If the trial court’s determination is supported by some evidence, this Court applies an abuse of

discretion standard of review to those questions. See id. 4

EXCUSABLE NEGLECT

{¶7} Mr. Strinka has argued that Mr. Witten’s failure to timely oppose the summary

judgment motion was part of a pattern of disregarding the judicial system and delaying justice.

Mr. Witten has argued that the delay was due to excusable neglect because his lawyer withdrew

from the case without warning or explanation while the summary judgment motion was pending,

but before responding to it or even informing Mr. Witten of the response deadline. Mr. Witten

submitted an affidavit in support of his motion for relief from judgment, testifying that he was

unaware that the court had set a deadline for him to respond to the motion and that his response

was delayed by his inability to obtain his case file from his former lawyer.

{¶8} Mr. Strinka has acknowledged that Mr. Witten’s motion was timely filed, but has

argued that, in order to serve the principles of justice, this Court must vacate the trial court’s

order because it gives Mr. Witten a third bite at the apple. Early in the case, Mr. Witten

successfully moved for relief from judgment after the trial court rendered default judgment

against him. The merits of that first motion for relief from judgment cannot be rehashed here,

however, because Mr. Strinka did not appeal the trial court’s ruling on that earlier motion. This

appeal addresses only the merits of Mr. Witten’s more recent motion for relief from judgment.
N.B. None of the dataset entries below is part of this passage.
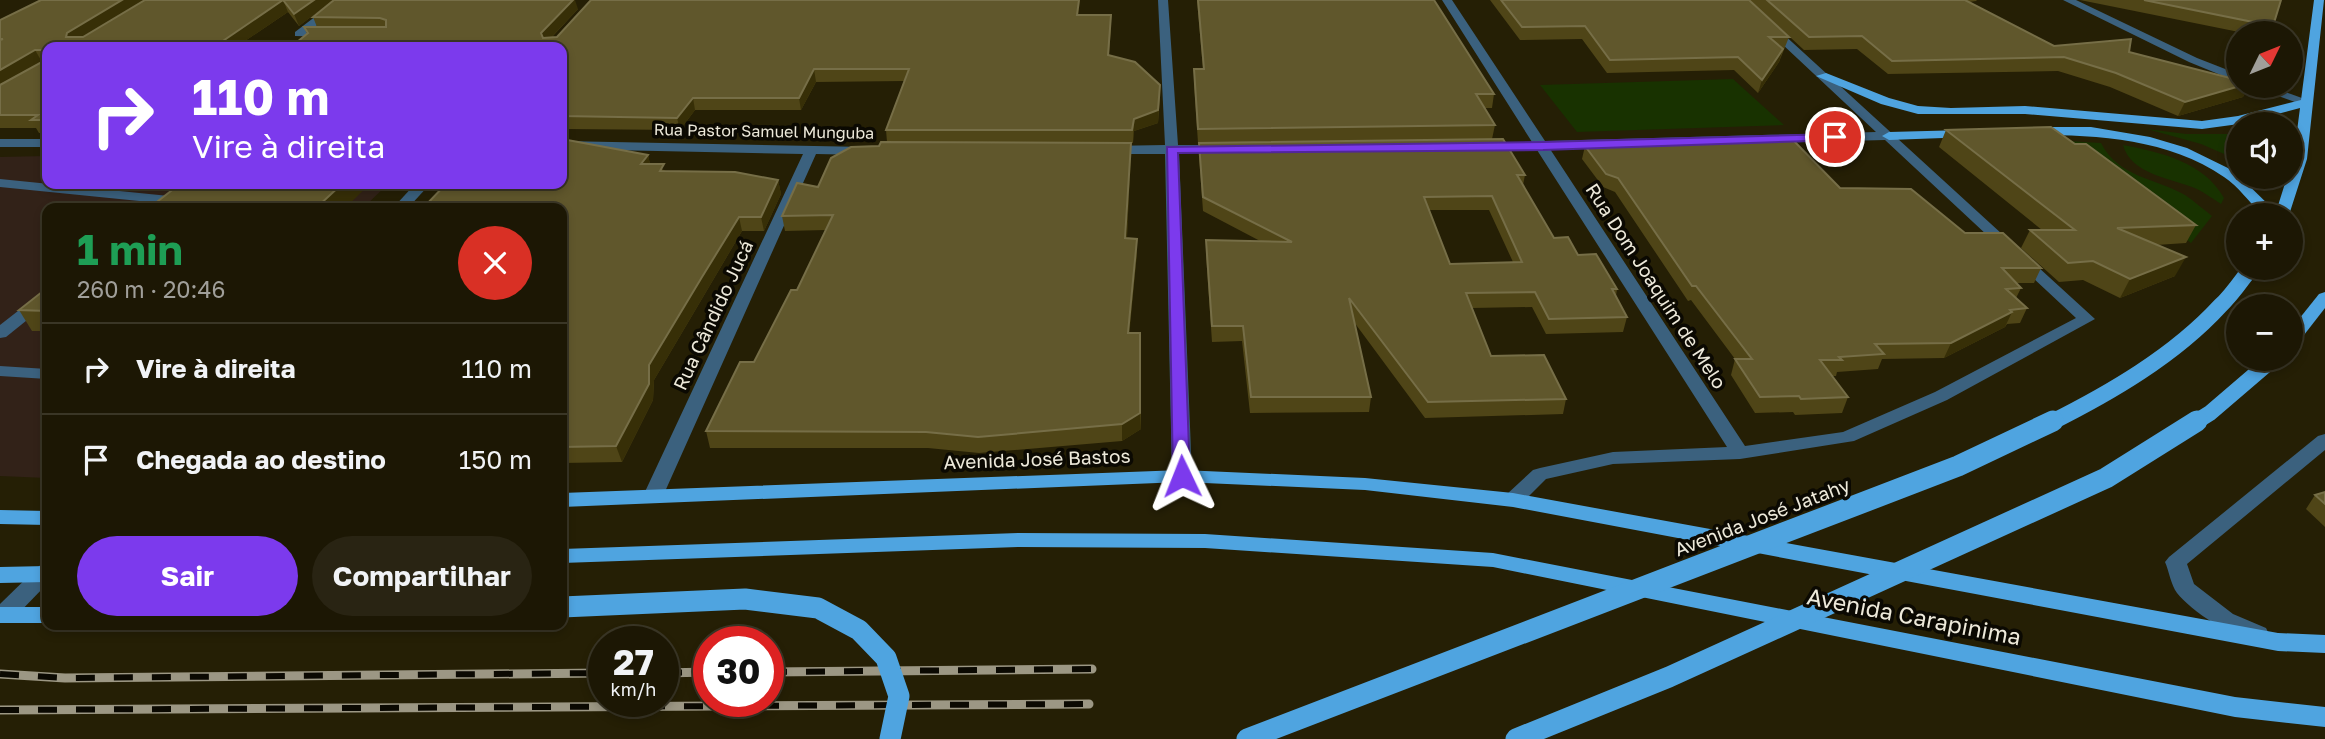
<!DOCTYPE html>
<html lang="pt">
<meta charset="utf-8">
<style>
body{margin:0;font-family:"Golos Text",sans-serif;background:#292413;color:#f1f3f6;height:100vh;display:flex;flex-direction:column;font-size:26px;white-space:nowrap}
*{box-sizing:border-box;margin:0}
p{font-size:23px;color:#a09f9a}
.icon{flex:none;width:38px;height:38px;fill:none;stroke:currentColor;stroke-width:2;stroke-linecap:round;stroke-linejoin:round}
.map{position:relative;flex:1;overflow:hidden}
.sheet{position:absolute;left:42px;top:203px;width:525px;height:427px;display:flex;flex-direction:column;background:#1c1704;border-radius:14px;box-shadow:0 4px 10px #0003,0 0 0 2px #3a3626}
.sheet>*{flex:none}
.hud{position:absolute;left:42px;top:42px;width:525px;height:147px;border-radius:14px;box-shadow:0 4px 10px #0003,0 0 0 2px #3a3626;background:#7c3aed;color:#fff;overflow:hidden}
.needle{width:46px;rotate:47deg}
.tools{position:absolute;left:2226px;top:21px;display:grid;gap:14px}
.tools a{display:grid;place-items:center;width:77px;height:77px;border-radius:50%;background:#1c1704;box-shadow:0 4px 10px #0003,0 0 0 2px #3a3626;font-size:35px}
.speed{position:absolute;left:588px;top:626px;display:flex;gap:14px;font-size:35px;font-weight:700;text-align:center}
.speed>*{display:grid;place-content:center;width:91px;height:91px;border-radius:50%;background:#1c1704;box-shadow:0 4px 10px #0003,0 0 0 2px #3a3626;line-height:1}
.speed small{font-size:18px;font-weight:400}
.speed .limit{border:10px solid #d22;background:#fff;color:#111}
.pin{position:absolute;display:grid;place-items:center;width:60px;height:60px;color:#fff;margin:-30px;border:4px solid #fff;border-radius:50%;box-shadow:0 2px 7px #0007}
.me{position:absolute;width:77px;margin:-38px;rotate:358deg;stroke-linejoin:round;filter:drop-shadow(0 0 5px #0008)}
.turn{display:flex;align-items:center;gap:24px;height:147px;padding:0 35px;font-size:32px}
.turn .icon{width:91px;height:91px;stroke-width:2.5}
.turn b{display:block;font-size:49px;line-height:60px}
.round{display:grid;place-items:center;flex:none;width:74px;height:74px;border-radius:37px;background:#292413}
.head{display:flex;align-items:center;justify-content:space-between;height:119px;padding:0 35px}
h1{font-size:42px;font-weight:700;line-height:52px;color:#1e9e55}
.primary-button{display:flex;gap:14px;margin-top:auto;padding:14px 35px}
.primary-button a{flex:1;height:80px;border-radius:42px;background:#7c3aed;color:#fff;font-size:28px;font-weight:700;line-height:80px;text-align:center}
.primary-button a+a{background:#292413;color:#f1f3f6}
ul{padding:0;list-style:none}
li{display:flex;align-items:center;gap:21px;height:91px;padding:0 35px;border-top:2px solid #3a3626}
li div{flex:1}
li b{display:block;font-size:26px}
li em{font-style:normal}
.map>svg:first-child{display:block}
</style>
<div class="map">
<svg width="2325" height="739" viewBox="0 0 2325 739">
<rect width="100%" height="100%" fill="#251f05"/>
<!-- industrial -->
<polygon fill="#322218" points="47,156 47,184 388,184 363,208 47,208 47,478 0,476 0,157"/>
<!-- green -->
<g fill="#183200">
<polygon points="1733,79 1784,125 1577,132 1540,85"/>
<polygon points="2147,129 2186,134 2238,134 2238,160 2201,144"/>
<path d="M2051,140L2101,143C2118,177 2155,178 2185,195C2194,201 2203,209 2212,216L2191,243Z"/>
<path d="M2123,145C2160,152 2204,162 2224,198L2221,204C2213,199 2205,193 2197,189C2172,178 2131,175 2123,145Z"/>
</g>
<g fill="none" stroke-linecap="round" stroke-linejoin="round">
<!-- minor -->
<g fill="#3b617e" fill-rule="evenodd">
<polygon points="337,0 349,0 310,31 334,33 334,37 295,36 295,32"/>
<polygon points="1158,0 1168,0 1178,145 1224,145 1231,149 1224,153 1179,153 1192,476 1189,481 1175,481 1172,476 1165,154 1108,154 1101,150 1108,146 1165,145"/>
<path d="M1442,0H1452L1545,141L1876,132L1735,0H1746L2095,319L1947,400L1854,441L1740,459L1613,464L1546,479L1520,505H1506L1503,500L1506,495L1533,470L1540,468L1613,452L1727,447L1537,150L1486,151L1479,147L1486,143L1532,142ZM1885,140L2076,318L1935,392L1843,432L1745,446L1550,149Z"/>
<polygon points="2063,0 2076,0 2197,58 2238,74 2238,82 2189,62"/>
<polygon points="2251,86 2269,86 2313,102 2307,106 2303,105"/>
<rect x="0" y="139" width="47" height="8"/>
<polygon points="562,141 867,147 874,151 867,155 816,154 663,496 660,501 646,501 643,496 803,154 562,149"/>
<polygon points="0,179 169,196 176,200 169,204 0,187"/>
<polygon points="415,184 430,184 408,208 393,208"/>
<polygon points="47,291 47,304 6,337 0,338 0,325 41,293"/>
<polygon points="0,366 47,369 47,379 0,376"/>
<path d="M2325,434V450L2187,564L2194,584L2233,614L2266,628L2269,634L2266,640C2243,647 2191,611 2177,593C2171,585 2169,571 2165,562L2169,557L2318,436Z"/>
<polygon points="47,563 47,584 12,620 0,621 0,604 39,566"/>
</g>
<!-- major -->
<g fill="#4fa4e0" fill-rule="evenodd">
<path d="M2314,0H2324L2307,159L2289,215H2262C2250,203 2238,186 2224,177C2169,139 2099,135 2035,135L2028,131L2035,127H2091L2150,137L2187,148L2234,171L2276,212L2287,177H2291L2300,108L2239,124L2202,129L2025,114H1918L1881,104L1816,76L1826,73L1889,98L1918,106L1951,108L2025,106L2202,121L2238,116L2301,100Z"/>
<polygon points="1965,130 1970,131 1970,137 1889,140 1882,136 1889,132"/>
<polygon points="2325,292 2325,308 2297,344 2291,345 2291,329 2319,294"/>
<polygon points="1182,470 1365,478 1513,493 2278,633 2325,635 2325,653 2278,651 1513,507 1365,490 1182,482 562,507 562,493"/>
<polygon points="0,510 47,511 47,525 0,524"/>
<polygon points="1019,533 1205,534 1493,553 2235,697 2325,707 2325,727 2235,717 1493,567 1205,548 1019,547 562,563 562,549"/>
<polygon points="47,566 47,582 0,583 0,567"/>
<rect x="0" y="607" width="47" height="16"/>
</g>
<!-- rail casing -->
<g stroke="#9c9784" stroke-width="9">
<g id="rail">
<polyline points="768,672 1092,669"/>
<polyline points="663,673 709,672"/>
<polyline points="0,674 65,678 604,673"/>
<polyline points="0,710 1089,704"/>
</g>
</g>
<!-- rail -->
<use href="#rail" stroke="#0b0902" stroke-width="6" stroke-dasharray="19" stroke-linecap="butt"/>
<!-- major-bridge-far1 -->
<g stroke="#4fa4e0" stroke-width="16">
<path d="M2050,423C2110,393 2174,356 2220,306C2232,295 2241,281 2251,268"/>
<polyline points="2194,423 2210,413 2273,359"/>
</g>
<!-- major-bridge -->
<g stroke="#4fa4e0" stroke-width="21">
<polyline points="562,607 745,599 818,608 859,630 886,658 899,696 890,739"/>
<polyline points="1247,739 1958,466 2053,421"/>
<polyline points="1516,739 1669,677 2106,478 2197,421"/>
</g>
</g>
<!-- wall -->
<g fill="#4f4517" fill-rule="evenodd">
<polygon points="41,0 333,0 299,26 288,12 236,47 47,47 47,133 39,133 36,128 0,128 0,20"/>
<polygon points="1197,0 1434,0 1494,94 1492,108 1484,108 1495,125 1492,139 1198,143 1194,83 1194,69 1203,69"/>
<polygon points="1490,0 1977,0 1976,1 1969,2 2054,46 2129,52 2238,86 2248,86 2243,97 2178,116 2110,87 2058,71 1888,74 1857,49 1804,50 1752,2 1789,37 1779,62 1758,93 1734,70 1607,73 1582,39 1520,40"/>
<polygon points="2080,0 2281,0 2273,26 2269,33 2244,33"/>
<polygon points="578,9 552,37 1079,15 1111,26 1109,56 1160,97 1158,123 1134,131 1133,143 1131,143 1127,238 1137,253 1129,333 1140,333 1141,429 1122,441 979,453 928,448 710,448 706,431 754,362 797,290 826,230 785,231 782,216 818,187 879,146 887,142 886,130 904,81 816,82 801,110 695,110 680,130 565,129 564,138 563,139 648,155 650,164 666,171 778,180 781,194 764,231 742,231 706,292 654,380 653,400 622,462 562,463 562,47 307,34 304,27 317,27 313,17"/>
<polygon points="1946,130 2196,225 2186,243 2156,245 2175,276 2120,298 2083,280 2059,282 2021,248 2030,230 2042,230 1939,147"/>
<path d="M1199,143L1525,175L1523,185L1554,238L1578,255L1617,289L1616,296L1627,317L1623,332L1546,334L1532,307L1472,308L1491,356L1566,399L1563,414L1425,418L1354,322L1371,397L1369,412L1250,413L1242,341L1212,342L1206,255V240L1262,242L1203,211L1199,156ZM1429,210H1489L1513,262L1450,264Z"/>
<polygon points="1585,146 1840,188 1965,233 2041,268 2034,283 2016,283 2021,288 2016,298 2027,308 2020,323 2007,324 2005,327 1944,358 1882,359 1878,369 1837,372 1836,376 1832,376 1848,397 1842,413 1795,415 1793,412 1755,413 1731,375 1735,359 1691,300 1688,301 1615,192 1603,187 1582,159"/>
<polygon points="47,288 47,331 32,331 19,310"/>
<polygon points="2325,492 2325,527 2306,509 2315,495"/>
</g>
<!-- shaded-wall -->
<g fill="#372f07">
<polygon points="122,0 146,0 73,45 66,37 67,33"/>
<polygon points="283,0 288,12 236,47 214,47"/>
<polygon points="314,0 333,0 299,26 294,14"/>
<polygon points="573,0 575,0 578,9 544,45 541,33"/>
<polygon points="1079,0 1080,0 1077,26 1077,15"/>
<polygon points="1783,49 1779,62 1758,93 1762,80"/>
<polygon points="35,50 42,62 0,87 0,70"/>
<polygon points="814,69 816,82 801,110 799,98"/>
<polygon points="1160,85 1158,123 1134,131 1133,143 1134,119"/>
<polygon points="2240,86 2248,86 2243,97 2178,116 2185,102"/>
<polygon points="693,98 695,110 680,130 677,118"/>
<polygon points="562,116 565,129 564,138 562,140"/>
<polygon points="1131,143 1131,157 1126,253 1125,238"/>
<polygon points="648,155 651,168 641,164"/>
<polygon points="778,180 781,194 764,231 761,217"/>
<polygon points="342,184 370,184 345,208 316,208"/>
<polygon points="739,217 742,231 654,380 653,400 622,462 616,446 649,365"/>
<polygon points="1137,239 1137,253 1128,349 1128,333"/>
<polygon points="2186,257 2175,276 2120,298 2130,279"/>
<polygon points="2012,312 2005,327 1944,358 1951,343"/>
<polygon points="1140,413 1141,429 1122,441 1122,424"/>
</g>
<!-- building -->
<g fill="#60572c" stroke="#766e47" stroke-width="2" fill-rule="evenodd">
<polygon points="41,0 122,0 67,33 66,37 83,37 145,0 314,0 294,14 283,0 214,47 47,47 47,120 31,120 38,115 0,115 0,85 42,62 42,50 35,50 0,70 0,40 3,39 0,39 0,20"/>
<polygon points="334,0 573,0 541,33 543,38 557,37 591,0 1079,0 1077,15 1111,15 1108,55 1135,62 1160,85 1158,110 1134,119 1132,130 886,130 909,69 814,69 799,98 693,98 677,118 562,116 562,47 291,47 308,33 304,27 386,27 386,20 380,18 313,17"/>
<polygon points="1198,0 1434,0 1494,94 1476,94 1495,125 1198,129 1194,69 1204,69"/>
<polygon points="1501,0 1749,0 1789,37 1769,37 1783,49 1762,80 1738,57 1610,60 1585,26 1522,27"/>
<polygon points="1767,0 1965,0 2054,46 2131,39 2129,52 2238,80 2238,86 2240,86 2185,102 2116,73 2064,57 1892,61 1862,36 1809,37"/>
<polygon points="2144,0 2281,0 2273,26"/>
<polygon points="2051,127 2075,144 2086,144 2196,225 2117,228 2186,257 2130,279 2093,261 2068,263 2030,230 2075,230 1946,130"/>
<polygon points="562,139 648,155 641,164 664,164 660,171 735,172 778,180 761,217 739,217 702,277 649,365 649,384 616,446 562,447 562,208 423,208 446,184 562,184"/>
<path d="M1503,139L1525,175H1517L1554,238L1568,237L1578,255L1596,254L1617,289H1612L1627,317L1549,319L1535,292L1466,293L1491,356L1544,355L1566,399L1428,402L1349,298L1371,397H1251L1243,326H1212L1206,240L1292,242L1203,197L1199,143ZM1492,196L1522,262L1450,264L1424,197Z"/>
<polygon points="1793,140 1840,188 1911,189 1965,233 2003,233 2041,268 2002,268 2021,288 2006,289 2027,308 2010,310 2012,312 1951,343 1875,344 1884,354 1839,357 1842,360 1820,360 1848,397 1801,399 1799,396 1760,397 1735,359 1752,359 1696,286 1692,286 1618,178 1606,174 1585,146"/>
<polygon points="881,142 1131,143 1125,238 1137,239 1128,333 1140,333 1140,413 1122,424 978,437 926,432 706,431 740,362 754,362 791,290 797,290 833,215 782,216 797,183 818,187 831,158 851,147 879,146"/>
<polygon points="180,184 342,184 316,208 149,208"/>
<polygon points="47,288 47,311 19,310"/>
<polygon points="2325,492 2325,504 2315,495"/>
</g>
<!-- route -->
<polygon fill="#7c3aed" stroke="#51269a" stroke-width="2" points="1835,134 1841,137 1840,140 1543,150 1178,153 1190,476 1182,482 1173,476 1167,147 1543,142"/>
<g text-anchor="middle" stroke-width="7" stroke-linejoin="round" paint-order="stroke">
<!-- far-street labels -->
<g font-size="16" fill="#ede9da" stroke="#0b0902">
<text transform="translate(764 131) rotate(1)" y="6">Rua Pastor Samuel Munguba</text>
</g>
<!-- street labels -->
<g font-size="19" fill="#ede9da" stroke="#0b0902">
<text transform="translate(1656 286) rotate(57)" y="7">Rua Dom Joaquim de Melo</text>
<text transform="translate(713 315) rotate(-65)" y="7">Rua Cândido Jucá</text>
<text transform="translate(1037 459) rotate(-2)" y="7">Avenida José Bastos</text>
<text transform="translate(1762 517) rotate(-21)" y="7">Avenida José Jatahy</text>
</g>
<!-- near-street labels -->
<g font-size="23" fill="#ede9da" stroke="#0b0902">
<text transform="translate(1914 617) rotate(11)" y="8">Avenida Carapinima</text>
</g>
</g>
</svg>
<div class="tools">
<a><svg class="needle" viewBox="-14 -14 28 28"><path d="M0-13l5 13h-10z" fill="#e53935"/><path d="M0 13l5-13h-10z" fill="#a09f9a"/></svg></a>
<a><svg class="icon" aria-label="sound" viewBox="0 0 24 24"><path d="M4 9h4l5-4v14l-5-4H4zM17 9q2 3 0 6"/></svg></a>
<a>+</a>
<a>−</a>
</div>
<div class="speed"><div>27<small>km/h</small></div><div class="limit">30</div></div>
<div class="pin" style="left:1835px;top:137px;background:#d93025"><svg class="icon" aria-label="arrive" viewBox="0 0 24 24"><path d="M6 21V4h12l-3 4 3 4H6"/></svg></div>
<svg class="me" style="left:1182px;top:476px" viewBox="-20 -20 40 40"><path d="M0-17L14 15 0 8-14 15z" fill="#7c3aed" stroke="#fff" stroke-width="4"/></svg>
<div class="hud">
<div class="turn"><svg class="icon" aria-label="right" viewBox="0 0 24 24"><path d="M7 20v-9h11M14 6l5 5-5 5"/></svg><div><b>110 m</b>Vire à direita</div></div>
</div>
<section class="sheet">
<div class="head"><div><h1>1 min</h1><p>260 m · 20:46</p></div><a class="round" style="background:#d93025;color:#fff"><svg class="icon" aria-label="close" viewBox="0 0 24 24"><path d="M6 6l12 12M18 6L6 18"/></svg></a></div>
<ul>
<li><svg class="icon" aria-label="right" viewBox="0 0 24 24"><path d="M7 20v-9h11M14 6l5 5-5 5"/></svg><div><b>Vire à direita</b></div><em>110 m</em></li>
<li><svg class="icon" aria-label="arrive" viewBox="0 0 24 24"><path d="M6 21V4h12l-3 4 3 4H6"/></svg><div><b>Chegada ao destino</b></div><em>150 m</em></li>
</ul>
<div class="primary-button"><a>Sair</a><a>Compartilhar</a></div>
</section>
</div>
{¶9} Mr. Witten testified that, seven days after his lawyer first mentioned Mr. Strinka’s

motion for summary judgment to him via letter, the lawyer moved the court for permission to

withdraw his representation. According to Mr. Witten, he did not learn of the motion to

withdraw until the day the trial court granted it. At that time, he did not know that he had only

two weeks to respond to the summary judgment motion.

{¶10} Mr. Witten testified by affidavit that, despite repeated attempts to contact his

former lawyer, he did not receive a return call or a copy of his case file. He then contacted 5

another lawyer, Daniel Wightman, who told him to get the file from his former lawyer. Mr.